If you found this code useful, please cite our paper Repetition Estimation (IJCV, 2019):

@article{runia2019repetition,
  title={Repetition estimation},
  author={Runia, Tom FH and Snoek, Cees GM and Smeulders, Arnold WM},
  journal={International Journal of Computer Vision},
  volume={127},
  number={9},
  pages={1361--1383},
  year={2019},
  publisher={Springer}
}

Usage

In addition to the PyTorch implementation defined in WaveletTransformTorch the original SciPy version is also included in WaveletTransform for completeness. As the GPU implementation highly benefits from parallelization, the cwt and power methods expect signal batches of shape [num_signals,signal_length] instead of individual signals.

import numpy as np
from wavelets_pytorch.transform import WaveletTransform        # SciPy version
from wavelets_pytorch.transform import WaveletTransformTorch   # PyTorch version

dt = 0.1         # sampling frequency
dj = 0.125       # scale distribution parameter
batch_size = 32  # how many signals to process in parallel

# Batch of signals to process
batch = [batch_size x signal_length] 

# Initialize wavelet filter banks (scipy and torch implementation)
wa_scipy = WaveletTransform(dt, dj)
wa_torch = WaveletTransformTorch(dt, dj, cuda=True)
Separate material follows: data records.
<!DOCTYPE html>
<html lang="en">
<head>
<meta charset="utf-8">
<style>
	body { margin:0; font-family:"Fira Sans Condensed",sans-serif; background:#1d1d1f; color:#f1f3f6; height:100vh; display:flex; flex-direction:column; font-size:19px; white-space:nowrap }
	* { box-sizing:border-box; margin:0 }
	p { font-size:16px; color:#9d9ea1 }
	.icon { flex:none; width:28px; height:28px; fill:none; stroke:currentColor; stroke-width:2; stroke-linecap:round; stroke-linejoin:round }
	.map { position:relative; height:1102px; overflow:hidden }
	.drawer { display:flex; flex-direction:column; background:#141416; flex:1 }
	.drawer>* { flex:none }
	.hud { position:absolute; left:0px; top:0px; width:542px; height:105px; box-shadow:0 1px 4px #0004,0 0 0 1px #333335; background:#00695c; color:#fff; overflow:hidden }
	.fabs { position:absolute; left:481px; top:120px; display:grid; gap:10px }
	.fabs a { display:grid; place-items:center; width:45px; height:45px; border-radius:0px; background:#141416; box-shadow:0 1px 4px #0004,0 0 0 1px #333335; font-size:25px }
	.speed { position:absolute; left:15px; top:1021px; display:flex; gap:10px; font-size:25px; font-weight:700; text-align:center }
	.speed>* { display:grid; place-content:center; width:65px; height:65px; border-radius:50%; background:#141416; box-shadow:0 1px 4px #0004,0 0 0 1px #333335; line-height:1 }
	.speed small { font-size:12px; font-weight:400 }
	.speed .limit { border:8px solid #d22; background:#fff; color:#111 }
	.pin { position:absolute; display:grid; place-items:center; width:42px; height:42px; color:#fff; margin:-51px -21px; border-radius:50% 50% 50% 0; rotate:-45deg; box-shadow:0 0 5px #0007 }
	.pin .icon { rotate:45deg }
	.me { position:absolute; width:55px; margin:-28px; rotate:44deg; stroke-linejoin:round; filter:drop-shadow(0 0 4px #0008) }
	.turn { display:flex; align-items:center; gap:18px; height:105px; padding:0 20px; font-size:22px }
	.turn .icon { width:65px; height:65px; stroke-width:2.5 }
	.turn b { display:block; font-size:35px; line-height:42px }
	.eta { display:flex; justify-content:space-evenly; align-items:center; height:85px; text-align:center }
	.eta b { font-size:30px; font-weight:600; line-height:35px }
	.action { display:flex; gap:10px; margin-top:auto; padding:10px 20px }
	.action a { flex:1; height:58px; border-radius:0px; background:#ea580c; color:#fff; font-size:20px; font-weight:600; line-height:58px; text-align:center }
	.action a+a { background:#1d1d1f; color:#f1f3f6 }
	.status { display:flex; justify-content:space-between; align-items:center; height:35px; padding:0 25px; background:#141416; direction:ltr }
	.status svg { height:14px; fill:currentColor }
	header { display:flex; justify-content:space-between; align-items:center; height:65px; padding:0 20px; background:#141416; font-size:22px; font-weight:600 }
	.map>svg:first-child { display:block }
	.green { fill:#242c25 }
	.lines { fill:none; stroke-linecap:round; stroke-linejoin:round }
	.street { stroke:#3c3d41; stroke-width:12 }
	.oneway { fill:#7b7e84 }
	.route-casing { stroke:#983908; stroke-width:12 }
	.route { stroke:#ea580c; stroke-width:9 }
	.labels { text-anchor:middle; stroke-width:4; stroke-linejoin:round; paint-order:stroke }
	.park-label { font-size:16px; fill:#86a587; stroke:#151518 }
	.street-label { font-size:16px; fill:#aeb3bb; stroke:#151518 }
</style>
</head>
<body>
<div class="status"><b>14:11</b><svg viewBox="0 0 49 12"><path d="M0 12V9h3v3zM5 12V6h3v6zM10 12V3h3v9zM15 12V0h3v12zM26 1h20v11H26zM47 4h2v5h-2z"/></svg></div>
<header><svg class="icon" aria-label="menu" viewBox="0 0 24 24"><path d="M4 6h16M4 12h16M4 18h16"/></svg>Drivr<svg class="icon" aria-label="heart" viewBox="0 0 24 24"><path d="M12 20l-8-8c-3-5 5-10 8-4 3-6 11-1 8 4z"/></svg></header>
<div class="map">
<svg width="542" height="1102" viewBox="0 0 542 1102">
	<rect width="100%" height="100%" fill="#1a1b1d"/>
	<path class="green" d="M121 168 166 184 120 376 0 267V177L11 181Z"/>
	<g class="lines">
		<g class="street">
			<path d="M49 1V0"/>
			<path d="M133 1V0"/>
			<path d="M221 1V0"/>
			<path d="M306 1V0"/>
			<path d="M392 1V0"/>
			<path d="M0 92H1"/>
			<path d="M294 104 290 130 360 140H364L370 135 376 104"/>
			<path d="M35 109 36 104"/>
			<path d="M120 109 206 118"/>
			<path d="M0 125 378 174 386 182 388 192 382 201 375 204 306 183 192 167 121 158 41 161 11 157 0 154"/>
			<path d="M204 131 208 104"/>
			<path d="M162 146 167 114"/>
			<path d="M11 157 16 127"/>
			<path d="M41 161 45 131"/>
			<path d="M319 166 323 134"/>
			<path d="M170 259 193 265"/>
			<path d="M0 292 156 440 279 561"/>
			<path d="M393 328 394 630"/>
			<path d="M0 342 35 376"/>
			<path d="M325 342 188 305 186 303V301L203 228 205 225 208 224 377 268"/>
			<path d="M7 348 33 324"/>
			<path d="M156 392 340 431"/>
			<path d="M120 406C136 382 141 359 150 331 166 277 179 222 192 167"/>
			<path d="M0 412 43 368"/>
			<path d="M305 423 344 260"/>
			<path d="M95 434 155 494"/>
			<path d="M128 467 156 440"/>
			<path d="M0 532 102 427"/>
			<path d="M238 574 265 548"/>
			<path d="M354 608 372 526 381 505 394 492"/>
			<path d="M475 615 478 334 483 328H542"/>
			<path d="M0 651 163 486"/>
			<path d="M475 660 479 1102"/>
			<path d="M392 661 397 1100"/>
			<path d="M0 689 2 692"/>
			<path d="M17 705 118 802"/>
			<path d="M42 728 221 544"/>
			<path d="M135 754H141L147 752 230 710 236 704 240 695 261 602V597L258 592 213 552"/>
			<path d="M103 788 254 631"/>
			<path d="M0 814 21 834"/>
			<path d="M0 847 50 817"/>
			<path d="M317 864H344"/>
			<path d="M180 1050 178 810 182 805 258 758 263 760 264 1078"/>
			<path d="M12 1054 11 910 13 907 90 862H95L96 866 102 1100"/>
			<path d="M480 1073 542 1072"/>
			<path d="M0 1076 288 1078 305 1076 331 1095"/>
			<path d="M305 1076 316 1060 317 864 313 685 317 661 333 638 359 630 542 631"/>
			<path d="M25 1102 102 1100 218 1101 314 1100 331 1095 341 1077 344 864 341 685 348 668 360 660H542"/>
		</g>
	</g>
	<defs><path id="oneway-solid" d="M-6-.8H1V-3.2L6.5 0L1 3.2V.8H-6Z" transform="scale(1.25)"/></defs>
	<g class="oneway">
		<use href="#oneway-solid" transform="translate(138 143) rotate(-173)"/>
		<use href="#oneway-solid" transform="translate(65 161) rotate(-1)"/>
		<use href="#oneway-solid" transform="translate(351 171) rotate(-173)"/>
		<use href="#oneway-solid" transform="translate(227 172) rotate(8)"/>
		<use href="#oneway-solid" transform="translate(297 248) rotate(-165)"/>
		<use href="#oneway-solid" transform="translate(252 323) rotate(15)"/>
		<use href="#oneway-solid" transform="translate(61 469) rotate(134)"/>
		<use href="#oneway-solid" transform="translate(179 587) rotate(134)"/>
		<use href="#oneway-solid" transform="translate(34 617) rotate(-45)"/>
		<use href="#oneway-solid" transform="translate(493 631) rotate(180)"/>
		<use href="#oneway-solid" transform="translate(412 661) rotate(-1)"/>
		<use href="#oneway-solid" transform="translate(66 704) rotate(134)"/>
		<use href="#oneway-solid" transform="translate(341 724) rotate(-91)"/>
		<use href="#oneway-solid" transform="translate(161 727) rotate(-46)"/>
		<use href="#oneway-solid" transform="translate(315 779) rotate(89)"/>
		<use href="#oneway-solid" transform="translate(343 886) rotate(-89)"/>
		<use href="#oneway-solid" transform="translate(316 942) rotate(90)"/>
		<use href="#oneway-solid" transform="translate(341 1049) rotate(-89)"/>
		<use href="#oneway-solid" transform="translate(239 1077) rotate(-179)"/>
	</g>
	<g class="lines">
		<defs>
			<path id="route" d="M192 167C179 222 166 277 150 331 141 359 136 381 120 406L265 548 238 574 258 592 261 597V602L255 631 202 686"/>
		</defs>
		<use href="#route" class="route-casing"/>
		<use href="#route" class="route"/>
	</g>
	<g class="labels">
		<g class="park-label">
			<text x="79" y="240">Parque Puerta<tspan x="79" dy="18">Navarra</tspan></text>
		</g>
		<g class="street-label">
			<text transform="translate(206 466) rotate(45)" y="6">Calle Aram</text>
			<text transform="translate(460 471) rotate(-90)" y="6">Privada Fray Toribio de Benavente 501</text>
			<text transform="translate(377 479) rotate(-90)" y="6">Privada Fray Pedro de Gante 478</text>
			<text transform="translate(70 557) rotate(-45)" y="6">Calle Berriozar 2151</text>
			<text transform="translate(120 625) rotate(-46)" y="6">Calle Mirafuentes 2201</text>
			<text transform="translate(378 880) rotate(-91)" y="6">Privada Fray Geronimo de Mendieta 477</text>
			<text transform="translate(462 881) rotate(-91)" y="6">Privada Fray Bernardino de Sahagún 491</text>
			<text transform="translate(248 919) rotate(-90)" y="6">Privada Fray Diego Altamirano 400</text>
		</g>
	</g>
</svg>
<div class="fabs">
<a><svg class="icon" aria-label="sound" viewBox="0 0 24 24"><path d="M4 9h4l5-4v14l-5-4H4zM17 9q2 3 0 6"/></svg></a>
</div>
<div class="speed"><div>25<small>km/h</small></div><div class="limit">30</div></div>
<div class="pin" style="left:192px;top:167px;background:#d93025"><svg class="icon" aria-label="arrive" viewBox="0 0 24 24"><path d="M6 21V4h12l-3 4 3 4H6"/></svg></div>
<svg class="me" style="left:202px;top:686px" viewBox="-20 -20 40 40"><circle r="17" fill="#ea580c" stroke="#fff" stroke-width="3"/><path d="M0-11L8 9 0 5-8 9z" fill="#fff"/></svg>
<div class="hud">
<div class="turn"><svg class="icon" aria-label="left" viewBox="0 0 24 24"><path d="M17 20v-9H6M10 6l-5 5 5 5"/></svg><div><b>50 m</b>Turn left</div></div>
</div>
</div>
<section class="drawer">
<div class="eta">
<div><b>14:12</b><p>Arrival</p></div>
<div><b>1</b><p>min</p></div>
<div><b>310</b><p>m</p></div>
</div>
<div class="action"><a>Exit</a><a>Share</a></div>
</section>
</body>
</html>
# Performing wavelet transform (and compute scalogram)
cwt_scipy = wa_scipy.cwt(batch)
cwt_torch = wa_torch.cwt(batch)

# For plotting, see the examples/plot.py function.
# ...

Supported Wavelets

The wavelet implementations are taken from here. Default is the Morlet wavelet.

Benchmark

Performing parallel CWT computation on the GPU using PyTorch results in a significant speed-up. Increasing the batch size will give faster runtimes. The plot below shows a comaprison between the scipy versus torch implementation as function of the batch size N and input signal length. These results were obtained on a powerful Linux desktop with NVIDIA Titan X GPU.

Installation

Clone and install:

git clone https://github.com/tomrunia/PyTorchWavelets.git
cd PyTorchWavelets
pip install -r requirements.txt
python setup.py install

Requirements

The core of the PyTorch implementation relies on the torch.nn.Conv1d module.

License

MIT License

Copyright (c) 2018 Tom Runia (tomrunia@gmail.com)

Permission is hereby granted, free of charge, to any person obtaining a copy of this software and associated documentation files (the "Software"), to deal in the Software without restriction, including without limitation the rights to use, copy, modify, merge, publish, distribute, sublicense, and/or sell copies of the Software, and to permit persons to whom the Software is furnished to do so, subject to the following conditions:

The above copyright notice and this permission notice shall be included in all copies or substantial portions of the Software.

THE SOFTWARE IS PROVIDED "AS IS", WITHOUT WARRANTY OF ANY KIND, EXPRESS OR IMPLIED, INCLUDING BUT NOT LIMITED TO THE WARRANTIES OF MERCHANTABILITY, FITNESS FOR A PARTICULAR PURPOSE AND NONINFRINGEMENT. IN NO EVENT SHALL THE AUTHORS OR COPYRIGHT HOLDERS BE LIABLE FOR ANY CLAIM, DAMAGES OR OTHER LIABILITY, WHETHER IN AN ACTION OF CONTRACT, TORT OR OTHERWISE, ARISING FROM, OUT OF OR IN CONNECTION WITH THE SOFTWARE OR THE USE OR OTHER DEALINGS IN THE SOFTWARE.